──────── Given data ────────

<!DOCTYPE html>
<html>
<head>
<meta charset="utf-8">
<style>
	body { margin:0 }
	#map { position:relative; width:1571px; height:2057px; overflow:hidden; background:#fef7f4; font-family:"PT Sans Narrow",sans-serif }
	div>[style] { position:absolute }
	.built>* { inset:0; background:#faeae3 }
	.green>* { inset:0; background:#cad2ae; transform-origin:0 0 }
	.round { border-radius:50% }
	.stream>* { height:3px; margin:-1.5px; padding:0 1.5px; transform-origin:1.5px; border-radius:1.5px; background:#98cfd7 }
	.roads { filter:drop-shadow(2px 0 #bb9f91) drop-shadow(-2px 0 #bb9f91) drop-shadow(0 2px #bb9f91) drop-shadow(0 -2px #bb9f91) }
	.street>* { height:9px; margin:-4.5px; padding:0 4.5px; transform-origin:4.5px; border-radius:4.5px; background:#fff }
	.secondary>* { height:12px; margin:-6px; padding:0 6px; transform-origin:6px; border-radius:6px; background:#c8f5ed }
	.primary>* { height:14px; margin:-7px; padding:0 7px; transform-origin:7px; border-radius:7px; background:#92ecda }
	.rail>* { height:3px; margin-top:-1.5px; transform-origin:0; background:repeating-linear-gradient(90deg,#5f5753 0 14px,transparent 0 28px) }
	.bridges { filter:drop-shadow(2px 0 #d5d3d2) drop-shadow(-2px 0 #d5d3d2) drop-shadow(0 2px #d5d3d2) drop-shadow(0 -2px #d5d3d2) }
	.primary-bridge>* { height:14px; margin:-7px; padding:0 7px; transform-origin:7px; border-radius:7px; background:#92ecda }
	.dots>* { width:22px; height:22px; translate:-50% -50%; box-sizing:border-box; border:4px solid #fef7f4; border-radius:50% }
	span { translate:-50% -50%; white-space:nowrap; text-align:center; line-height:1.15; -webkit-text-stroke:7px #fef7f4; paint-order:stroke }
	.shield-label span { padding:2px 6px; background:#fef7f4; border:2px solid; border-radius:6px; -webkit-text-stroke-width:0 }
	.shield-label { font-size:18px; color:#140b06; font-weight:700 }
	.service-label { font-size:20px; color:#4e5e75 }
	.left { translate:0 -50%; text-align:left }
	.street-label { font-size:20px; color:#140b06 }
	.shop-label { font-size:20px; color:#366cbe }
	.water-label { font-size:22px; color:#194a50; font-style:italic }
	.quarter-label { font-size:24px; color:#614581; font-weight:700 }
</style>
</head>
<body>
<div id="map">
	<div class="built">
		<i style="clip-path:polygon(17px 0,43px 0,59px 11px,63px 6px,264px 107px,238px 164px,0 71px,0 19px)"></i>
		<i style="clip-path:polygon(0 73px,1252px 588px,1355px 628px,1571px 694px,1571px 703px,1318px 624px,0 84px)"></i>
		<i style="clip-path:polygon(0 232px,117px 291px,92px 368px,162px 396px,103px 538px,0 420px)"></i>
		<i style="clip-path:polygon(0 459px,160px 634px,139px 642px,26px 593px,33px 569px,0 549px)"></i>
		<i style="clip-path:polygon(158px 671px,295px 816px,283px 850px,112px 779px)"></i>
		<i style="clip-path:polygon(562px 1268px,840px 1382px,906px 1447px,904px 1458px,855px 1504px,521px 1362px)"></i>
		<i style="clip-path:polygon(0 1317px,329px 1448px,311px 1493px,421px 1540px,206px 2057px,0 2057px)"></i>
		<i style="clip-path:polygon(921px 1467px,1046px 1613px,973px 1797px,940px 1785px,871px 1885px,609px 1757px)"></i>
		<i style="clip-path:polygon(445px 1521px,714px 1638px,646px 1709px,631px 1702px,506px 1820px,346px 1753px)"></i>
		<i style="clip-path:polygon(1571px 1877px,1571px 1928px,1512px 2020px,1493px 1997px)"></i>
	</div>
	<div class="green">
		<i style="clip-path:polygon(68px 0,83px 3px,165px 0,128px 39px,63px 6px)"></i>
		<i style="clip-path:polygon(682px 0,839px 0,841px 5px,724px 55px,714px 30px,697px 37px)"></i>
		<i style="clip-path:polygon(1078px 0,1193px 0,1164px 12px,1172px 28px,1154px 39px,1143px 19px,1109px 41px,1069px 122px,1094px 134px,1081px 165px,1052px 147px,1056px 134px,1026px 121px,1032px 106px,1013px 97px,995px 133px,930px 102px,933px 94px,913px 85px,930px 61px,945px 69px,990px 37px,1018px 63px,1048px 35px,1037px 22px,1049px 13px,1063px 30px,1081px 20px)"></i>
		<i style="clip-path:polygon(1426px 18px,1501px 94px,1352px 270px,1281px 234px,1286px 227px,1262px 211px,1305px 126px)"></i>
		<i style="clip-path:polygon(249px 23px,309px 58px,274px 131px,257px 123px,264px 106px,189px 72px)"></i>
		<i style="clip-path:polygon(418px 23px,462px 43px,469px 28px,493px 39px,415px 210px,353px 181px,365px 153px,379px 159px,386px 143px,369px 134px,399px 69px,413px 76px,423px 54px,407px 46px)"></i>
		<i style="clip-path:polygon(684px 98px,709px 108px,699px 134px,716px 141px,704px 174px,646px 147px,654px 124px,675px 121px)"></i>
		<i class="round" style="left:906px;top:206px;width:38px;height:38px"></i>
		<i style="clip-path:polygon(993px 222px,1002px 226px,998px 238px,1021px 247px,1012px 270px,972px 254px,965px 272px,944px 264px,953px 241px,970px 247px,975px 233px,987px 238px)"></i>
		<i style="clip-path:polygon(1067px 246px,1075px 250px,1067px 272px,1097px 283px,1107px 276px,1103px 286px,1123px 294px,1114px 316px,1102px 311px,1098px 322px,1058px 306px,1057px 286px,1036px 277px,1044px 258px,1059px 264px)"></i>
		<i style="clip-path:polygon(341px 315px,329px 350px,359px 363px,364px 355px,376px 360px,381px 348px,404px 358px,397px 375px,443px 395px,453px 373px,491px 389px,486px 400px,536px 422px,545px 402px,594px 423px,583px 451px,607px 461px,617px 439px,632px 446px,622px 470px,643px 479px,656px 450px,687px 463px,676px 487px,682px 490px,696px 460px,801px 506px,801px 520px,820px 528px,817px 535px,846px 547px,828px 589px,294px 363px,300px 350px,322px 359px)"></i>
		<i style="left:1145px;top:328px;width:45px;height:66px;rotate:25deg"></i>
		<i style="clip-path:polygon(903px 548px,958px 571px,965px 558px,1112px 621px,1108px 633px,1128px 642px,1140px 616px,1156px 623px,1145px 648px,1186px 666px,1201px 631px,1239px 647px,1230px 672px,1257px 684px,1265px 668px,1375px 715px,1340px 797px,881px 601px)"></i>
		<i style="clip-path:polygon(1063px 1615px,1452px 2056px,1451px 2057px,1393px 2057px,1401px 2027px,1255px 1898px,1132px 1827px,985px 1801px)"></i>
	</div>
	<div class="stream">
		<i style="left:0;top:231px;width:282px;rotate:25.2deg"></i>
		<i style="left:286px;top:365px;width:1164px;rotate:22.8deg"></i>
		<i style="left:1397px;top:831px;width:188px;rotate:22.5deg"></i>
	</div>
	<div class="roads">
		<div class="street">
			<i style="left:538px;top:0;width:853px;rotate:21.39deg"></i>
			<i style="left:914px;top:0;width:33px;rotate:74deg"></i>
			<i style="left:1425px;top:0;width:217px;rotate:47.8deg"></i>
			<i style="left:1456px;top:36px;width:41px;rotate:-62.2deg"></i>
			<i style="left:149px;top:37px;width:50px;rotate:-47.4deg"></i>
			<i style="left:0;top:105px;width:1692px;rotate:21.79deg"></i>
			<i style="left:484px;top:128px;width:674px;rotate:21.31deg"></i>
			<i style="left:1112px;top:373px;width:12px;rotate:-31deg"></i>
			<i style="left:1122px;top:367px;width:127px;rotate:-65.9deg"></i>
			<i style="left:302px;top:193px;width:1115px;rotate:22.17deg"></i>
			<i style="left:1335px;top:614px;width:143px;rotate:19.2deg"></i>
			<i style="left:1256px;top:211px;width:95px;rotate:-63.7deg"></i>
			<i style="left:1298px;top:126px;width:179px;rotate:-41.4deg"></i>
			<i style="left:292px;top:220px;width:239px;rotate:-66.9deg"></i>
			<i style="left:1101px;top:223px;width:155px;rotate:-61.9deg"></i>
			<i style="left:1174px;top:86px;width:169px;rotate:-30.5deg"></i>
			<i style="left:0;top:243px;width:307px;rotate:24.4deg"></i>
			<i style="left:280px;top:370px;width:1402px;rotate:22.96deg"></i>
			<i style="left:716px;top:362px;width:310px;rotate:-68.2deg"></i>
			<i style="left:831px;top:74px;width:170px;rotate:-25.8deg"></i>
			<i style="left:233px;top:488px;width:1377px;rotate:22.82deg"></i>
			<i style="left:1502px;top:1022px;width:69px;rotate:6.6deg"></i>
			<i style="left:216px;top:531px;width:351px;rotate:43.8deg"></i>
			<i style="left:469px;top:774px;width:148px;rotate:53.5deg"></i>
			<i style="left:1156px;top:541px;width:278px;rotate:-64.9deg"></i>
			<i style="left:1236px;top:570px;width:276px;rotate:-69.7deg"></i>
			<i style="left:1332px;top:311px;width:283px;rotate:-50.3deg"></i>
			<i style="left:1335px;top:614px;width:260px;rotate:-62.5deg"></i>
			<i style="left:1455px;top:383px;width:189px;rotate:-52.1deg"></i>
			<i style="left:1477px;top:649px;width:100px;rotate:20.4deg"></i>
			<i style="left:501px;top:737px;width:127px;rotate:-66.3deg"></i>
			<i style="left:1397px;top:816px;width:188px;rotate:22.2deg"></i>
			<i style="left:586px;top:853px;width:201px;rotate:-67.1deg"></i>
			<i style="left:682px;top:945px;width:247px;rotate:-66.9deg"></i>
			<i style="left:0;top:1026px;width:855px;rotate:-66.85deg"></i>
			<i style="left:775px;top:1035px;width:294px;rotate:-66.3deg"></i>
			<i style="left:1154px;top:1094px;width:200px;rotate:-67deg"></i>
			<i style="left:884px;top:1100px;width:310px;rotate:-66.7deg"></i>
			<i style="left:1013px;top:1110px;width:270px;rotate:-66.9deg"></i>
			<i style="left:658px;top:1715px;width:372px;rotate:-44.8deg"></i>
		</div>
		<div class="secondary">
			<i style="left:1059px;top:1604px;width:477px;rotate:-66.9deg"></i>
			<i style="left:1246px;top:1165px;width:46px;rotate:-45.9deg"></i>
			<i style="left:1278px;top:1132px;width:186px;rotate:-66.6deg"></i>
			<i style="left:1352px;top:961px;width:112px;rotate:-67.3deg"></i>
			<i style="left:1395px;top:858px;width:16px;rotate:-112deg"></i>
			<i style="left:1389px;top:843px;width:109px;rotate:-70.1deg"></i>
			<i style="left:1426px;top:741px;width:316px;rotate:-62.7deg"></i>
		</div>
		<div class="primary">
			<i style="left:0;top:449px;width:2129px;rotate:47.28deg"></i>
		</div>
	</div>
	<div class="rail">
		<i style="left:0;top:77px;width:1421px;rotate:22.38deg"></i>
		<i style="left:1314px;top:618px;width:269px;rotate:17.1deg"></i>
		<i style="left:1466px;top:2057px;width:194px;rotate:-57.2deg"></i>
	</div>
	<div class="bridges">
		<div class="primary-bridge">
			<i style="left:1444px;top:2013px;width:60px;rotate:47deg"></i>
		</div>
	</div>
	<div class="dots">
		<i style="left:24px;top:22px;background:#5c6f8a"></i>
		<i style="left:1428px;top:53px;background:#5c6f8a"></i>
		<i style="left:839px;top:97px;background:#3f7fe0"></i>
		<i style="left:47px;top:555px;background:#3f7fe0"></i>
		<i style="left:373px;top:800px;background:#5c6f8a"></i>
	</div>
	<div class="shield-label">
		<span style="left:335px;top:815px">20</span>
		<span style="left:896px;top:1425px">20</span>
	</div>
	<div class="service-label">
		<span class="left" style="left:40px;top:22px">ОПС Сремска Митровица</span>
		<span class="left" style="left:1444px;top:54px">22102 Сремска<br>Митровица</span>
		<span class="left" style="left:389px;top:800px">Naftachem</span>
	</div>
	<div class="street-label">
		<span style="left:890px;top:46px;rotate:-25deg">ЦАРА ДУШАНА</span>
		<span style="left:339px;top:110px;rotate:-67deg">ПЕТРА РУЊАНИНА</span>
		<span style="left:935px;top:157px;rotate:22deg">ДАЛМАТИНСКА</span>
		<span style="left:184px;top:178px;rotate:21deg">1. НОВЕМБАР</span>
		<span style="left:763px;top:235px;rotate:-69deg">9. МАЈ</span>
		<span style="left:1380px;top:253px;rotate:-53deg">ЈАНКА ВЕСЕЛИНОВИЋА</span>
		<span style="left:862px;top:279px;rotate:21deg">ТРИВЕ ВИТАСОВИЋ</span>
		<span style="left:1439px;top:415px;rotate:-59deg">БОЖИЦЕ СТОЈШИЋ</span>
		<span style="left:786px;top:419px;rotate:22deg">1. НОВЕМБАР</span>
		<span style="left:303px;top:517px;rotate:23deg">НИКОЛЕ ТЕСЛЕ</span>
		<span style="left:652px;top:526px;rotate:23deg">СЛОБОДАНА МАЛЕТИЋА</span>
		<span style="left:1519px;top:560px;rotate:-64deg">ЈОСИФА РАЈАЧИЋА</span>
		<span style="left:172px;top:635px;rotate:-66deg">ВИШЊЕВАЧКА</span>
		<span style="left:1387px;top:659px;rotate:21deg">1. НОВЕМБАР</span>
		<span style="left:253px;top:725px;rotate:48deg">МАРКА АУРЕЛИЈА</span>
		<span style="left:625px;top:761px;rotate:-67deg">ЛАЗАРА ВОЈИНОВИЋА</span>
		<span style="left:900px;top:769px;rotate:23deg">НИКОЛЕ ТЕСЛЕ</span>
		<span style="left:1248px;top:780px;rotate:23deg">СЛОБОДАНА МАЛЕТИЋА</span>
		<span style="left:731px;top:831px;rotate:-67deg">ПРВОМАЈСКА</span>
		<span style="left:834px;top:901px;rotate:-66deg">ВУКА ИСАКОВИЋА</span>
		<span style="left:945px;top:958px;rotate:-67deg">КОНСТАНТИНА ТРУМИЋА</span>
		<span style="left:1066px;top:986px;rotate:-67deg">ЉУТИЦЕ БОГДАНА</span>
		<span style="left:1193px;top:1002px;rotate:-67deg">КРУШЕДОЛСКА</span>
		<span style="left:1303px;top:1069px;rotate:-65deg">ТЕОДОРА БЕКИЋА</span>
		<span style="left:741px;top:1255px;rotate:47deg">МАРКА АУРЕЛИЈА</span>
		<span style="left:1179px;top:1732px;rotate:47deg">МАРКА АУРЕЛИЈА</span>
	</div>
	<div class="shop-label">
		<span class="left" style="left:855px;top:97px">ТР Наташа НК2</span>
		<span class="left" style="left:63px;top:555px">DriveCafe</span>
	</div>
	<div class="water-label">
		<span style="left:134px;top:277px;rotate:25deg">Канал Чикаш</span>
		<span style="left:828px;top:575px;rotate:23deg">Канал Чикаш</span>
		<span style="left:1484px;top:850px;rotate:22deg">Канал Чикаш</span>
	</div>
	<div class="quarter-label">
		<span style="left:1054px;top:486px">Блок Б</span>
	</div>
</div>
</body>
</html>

────────

The problem>
Everything from the first line of the entries above through the line with "height:3px; margin:-1.5px; padding:0" is to be reproduced exactly, and nothing else.

Task solution>
<!DOCTYPE html>
<html>
<head>
<meta charset="utf-8">
<style>
	body { margin:0 }
	#map { position:relative; width:1571px; height:2057px; overflow:hidden; background:#fef7f4; font-family:"PT Sans Narrow",sans-serif }
	div>[style] { position:absolute }
	.built>* { inset:0; background:#faeae3 }
	.green>* { inset:0; background:#cad2ae; transform-origin:0 0 }
	.round { border-radius:50% }
	.stream>* { height:3px; margin:-1.5px; padding:0 1.5px; transform-origin:1.5px; border-radius:1.5px; background:#98cfd7 }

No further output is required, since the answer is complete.